Страница 32 из 34
— Вот тут промашка, детка, — сказал Камлаев. — Совсем не угадала. Иван хотел бы стать врачом. Причем нейрохирургом, ведь ковыряться в человеческих мозгах гораздо интереснее, чем в коленных суставах или там мочевых пузырях. Ну нормальная такая мечта для еврейского мальчика.
— Так ты еврей, Иван? Еврей Иван, — расхохоталась Джемма.
— Какой аспект еврейства тебя интересует, Джемма? — Опять Камлаев начал свою песню. — Обрезан ли чувак и что это дает тебе при близком знакомстве?
— Нет, погодите-погодите, — воспротивилась бестия. — Мне вот что интересно: ты окончательно уже определился… ну то есть ты не боишься, что тебе придется резать трупы?

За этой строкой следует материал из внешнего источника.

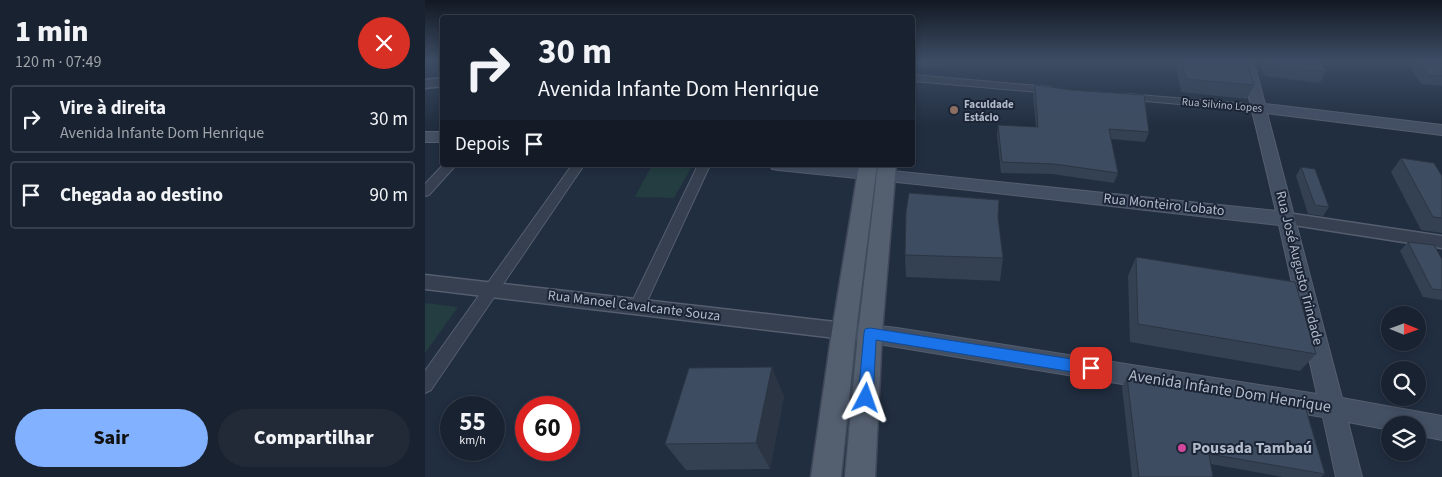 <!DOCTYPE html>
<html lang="pt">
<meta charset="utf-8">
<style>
body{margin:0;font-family:"Source Sans 3",sans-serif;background:#222a38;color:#f1f3f6;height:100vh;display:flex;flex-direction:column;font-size:19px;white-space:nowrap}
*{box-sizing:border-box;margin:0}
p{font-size:16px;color:#9fa4ab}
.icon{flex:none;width:28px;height:28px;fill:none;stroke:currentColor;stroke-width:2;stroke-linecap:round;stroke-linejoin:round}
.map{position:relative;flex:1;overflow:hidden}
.details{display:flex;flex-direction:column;background:#192230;width:425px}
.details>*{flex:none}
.guide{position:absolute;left:15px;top:15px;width:475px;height:152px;border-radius:5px;box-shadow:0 2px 8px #0003,0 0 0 1px #373f4c;background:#192230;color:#f1f3f6;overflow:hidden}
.needle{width:32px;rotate:91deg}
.tools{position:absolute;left:956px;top:306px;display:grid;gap:10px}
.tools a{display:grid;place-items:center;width:45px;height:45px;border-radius:50%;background:#192230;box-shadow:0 2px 8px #0003,0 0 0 1px #373f4c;font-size:25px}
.speed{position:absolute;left:15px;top:396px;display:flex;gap:10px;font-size:25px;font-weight:700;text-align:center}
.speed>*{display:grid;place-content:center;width:65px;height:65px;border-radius:50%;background:#192230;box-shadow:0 2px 8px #0003,0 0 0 1px #373f4c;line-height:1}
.speed small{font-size:12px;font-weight:400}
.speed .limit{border:8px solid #d22;background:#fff;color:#111}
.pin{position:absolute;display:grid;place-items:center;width:42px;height:42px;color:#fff;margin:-21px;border-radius:10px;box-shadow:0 2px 8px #0006}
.me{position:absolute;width:55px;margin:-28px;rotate:4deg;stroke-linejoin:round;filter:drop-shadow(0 0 4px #0008)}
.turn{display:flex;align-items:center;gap:18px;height:105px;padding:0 15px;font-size:22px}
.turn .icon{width:65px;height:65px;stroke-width:2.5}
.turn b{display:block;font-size:35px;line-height:42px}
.then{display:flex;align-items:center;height:48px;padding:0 15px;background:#0003;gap:10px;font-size:19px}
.round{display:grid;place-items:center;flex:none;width:52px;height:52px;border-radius:26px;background:#222a38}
.overview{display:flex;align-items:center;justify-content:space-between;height:85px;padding:0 15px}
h1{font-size:30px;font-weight:800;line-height:38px}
.action{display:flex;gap:10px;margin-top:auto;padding:10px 15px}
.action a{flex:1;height:58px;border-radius:30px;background:#82b1ff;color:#111;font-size:20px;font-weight:800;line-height:58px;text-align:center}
.action a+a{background:#222a38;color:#f1f3f6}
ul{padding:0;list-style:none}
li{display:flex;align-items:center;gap:15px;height:68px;margin:0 10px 8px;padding:0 5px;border:2px solid #373f4c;border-radius:5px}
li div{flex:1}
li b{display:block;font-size:19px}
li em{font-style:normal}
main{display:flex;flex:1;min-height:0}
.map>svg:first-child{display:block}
</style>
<main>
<section class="details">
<div class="overview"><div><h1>1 min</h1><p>120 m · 07:49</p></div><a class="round" style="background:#d93025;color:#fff"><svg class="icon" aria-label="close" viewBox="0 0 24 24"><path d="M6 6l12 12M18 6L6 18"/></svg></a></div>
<ul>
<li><svg class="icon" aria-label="right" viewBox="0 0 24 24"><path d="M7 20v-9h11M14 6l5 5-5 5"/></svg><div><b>Vire à direita</b><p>Avenida Infante Dom Henrique</p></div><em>30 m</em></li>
<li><svg class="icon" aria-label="arrive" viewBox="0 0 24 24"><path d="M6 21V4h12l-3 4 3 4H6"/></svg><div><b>Chegada ao destino</b></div><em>90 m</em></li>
</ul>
<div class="action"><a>Sair</a><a>Compartilhar</a></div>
</section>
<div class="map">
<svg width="1017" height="477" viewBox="0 0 1017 477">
<rect width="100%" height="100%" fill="#212e40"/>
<!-- green -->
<path fill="#233d41" d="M227 165H268L249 198 210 197Z
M0 303 33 307 0 353Z"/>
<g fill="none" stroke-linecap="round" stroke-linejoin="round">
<defs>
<path id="minor" d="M488 75 626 87 631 90 626 93 488 81Z
M702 94 834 105 839 108 834 111 698 99 697 97Z
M18 165H31L4 195 0 196V184Z
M147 165H159L6 390 0 393V371Z
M273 165H285L218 310 213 312 208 310 205 306Z"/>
<path id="tertiary" d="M18 78V86L0 88V80Z
M862 213 1017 236V248L856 223 854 219 856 215Z
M0 275 419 323 426 325 428 331 426 337 419 339 0 289Z"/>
<path id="secondary" d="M815 60H828L840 104 1017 125V135L842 113 917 398 1017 416V440L992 435V425H965V430L923 422 937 477H911L898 417 411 337 408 331 411 325 419 322 472 328 892 394 854 225 491 184 353 170 347 169 345 165H410L851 211Z
M0 132H18V142H0Z"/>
<path id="primary" d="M434 165H452L431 331 416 477H386L407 331Z
M453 165H471L457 333 450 477H420L433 333Z"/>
</defs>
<!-- minor casing -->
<use href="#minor" stroke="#545e6e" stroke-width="2"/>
<!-- tertiary casing -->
<use href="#tertiary" stroke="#545e6e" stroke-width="3"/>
<!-- secondary casing -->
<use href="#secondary" stroke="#545e6e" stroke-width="2"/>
<!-- primary casing -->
<use href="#primary" stroke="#3f4959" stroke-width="3"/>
<!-- minor -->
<use href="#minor" fill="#364050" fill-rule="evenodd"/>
<!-- tertiary -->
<use href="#tertiary" fill="#364050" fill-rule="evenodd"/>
<!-- secondary -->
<use href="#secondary" fill="#434f63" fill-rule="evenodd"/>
<!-- primary -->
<use href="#primary" fill="#545f70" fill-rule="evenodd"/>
</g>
<!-- wall -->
<path fill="#344153" d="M494 60H538V66L494 67Z
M750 60H821L829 85 822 99 756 92Z
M834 60H896L901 72 895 83 840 76Z
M980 60H1017V86L996 84Z
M610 85 724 132 720 142 686 139 693 173 689 183 627 174 576 173 572 135 573 125 611 127 608 95Z
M976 158 1017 176V233L996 230 966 172Z
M876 167 904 207 898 216 883 214 871 176Z
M573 217 578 258 575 281 481 277 480 255Z
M983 242 1017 259V300L998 297 975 251Z
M711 257 891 354 875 371 705 342 703 276Z
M702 377 900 474 896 477H858L786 464 788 477H707L697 387Z
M359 396 345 469 261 470 240 444Z"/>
<!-- shaded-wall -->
<path fill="#2b3543" d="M347 367 359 396 345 469 331 443Z"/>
<!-- building -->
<path fill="#3d4c60" stroke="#2b3543" d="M757 60H821L829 85 761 79Z
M843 60H896L901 72 845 65Z
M993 60H1017V76L1003 75Z
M610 85 646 90 719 95 724 132 684 129 693 173 629 164 577 162 573 125 613 127Z
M976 158 1009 163 1017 176V218L1008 217Z
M876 167 890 169 904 207 890 205Z
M484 193 574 200 573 217 578 258 480 255 481 212Z
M983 242 1009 245 1017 259V290L1007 289Z
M711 257 870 282 891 354 713 324Z
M347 367 331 443 240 444 264 368Z
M702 377 880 406 900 474 784 454 788 477H714Z"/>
<!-- sky -->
<linearGradient id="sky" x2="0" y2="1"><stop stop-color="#121923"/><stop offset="0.48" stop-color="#3d4c64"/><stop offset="1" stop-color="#3d4c64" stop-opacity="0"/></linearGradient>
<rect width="1017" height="126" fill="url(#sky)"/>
<!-- route -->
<path fill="#1a73e8" stroke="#114b97" d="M445 328 666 362 671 364 673 368 671 373 666 375 451 340 448 398 446 402 441 404 436 402 433 398 439 333 440 329Z"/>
<!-- markers -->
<circle fill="#8d6e63" stroke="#1b2535" stroke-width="2" cx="529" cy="110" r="5"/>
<circle fill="#d1479c" stroke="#1b2535" stroke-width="2" cx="757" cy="448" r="5"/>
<g text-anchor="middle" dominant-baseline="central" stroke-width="4" stroke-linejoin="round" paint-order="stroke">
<!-- far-poi labels -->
<g font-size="11" font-weight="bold" fill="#b2bbcb" stroke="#1b2535" text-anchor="start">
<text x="539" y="104">Faculdade<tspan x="539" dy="13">Estácio</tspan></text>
</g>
<!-- far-street labels -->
<g font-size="11" fill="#b2bbcb" stroke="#1b2535">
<text transform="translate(797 105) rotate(5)">Rua Silvino Lopes</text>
</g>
<!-- street labels -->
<g font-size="14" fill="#b2bbcb" stroke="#1b2535">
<text transform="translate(739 205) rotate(6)">Rua Monteiro Lobato</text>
<text transform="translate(874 268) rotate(76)">Rua José Augusto Trindade</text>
<text transform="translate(209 306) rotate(7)">Rua Manoel Cavalcante Souza</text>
</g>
<!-- near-street labels -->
<g font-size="16" fill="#b2bbcb" stroke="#1b2535">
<text transform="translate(805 391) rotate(9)">Avenida Infante Dom Henrique</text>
</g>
<!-- near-poi labels -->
<g font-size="16" font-weight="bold" fill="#b2bbcb" stroke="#1b2535" text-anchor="start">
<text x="767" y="448">Pousada Tambaú</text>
</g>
</g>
</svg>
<div class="tools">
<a><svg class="needle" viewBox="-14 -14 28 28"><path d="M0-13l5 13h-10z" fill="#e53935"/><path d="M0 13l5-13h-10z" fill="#9fa4ab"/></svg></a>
<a><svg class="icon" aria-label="search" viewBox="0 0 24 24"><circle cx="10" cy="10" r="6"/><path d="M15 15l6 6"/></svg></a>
<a><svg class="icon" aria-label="layers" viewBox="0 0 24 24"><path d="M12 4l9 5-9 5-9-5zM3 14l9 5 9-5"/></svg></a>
</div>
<div class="speed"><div>55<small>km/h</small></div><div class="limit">60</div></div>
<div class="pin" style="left:666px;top:368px;background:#d93025"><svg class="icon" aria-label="arrive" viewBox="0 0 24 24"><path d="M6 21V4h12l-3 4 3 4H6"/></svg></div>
<svg class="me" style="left:441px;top:398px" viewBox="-20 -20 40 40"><path d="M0-17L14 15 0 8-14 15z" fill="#1a73e8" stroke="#fff" stroke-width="4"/></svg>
<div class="guide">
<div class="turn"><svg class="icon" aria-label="right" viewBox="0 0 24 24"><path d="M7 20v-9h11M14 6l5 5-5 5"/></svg><div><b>30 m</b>Avenida Infante Dom Henrique</div></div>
<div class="then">Depois<svg class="icon" aria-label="arrive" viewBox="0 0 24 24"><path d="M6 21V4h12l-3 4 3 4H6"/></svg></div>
</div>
</div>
</main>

— Вопрос неправильный, — сказал Камлаев. — Иван не то что не боится — он уже… он не какой-то там сопляк-романтик. Он с ранних лет поставил перед собой конкретную задачу и начал с самого противного, как раз с того, что кажется тебе невыносимым, то есть с морга. Его мать, тоже врач, устроила его работать помощником прозектора в одной из мюнхенских клиник, — Камлаева несло, — и он вскрывал брюшины, вот этими руками вынимал из трупов внутренности, потом запихивал назад и зашивал. Он должен был проверить себя на прочность, детка, ты права.
— Охренеть!
— Я тоже так думаю, — авторитетно подтвердил Эдисон.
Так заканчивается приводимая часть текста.